> ASSIGNMENT: Using the entries that follow, collect the lines where the word "Курчатова" appears.
# # # # #
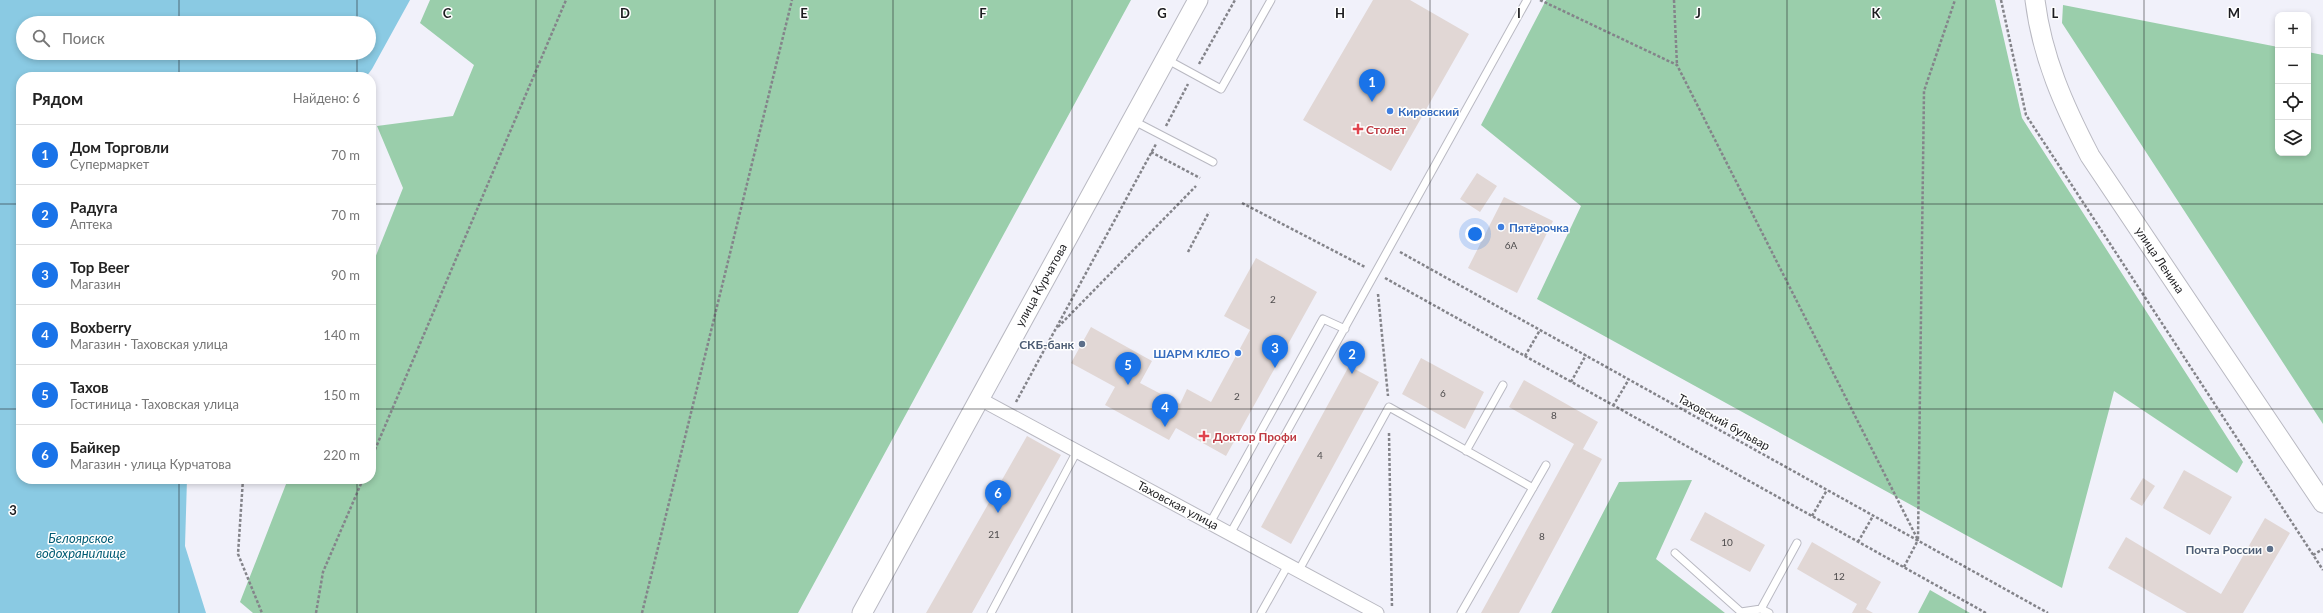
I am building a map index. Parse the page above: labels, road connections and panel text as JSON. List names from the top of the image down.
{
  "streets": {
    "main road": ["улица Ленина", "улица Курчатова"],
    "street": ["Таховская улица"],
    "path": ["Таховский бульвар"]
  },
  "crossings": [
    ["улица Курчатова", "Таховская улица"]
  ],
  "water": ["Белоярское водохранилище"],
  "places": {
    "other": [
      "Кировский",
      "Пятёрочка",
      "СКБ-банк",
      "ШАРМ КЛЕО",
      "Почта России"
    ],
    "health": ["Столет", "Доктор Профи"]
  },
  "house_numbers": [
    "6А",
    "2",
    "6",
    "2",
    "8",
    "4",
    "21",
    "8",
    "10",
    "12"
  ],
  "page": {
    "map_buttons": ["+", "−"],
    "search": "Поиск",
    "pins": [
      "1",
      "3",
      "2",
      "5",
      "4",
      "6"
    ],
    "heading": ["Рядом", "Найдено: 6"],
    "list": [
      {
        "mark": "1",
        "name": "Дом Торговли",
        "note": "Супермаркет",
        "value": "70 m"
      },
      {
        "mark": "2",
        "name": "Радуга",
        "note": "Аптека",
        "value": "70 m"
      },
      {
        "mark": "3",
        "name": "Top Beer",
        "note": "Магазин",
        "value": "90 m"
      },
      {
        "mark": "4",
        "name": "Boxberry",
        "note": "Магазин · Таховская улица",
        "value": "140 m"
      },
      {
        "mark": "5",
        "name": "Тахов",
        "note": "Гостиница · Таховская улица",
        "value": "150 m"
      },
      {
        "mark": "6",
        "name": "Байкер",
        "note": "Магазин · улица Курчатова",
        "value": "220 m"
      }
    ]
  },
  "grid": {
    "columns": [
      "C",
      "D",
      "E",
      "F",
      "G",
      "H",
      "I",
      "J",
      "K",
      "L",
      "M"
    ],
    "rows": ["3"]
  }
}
# # # # #
> EXERCISE ANSWER:
    "main road": ["улица Ленина", "улица Курчатова"],
    ["улица Курчатова", "Таховская улица"]
        "note": "Магазин · улица Курчатова",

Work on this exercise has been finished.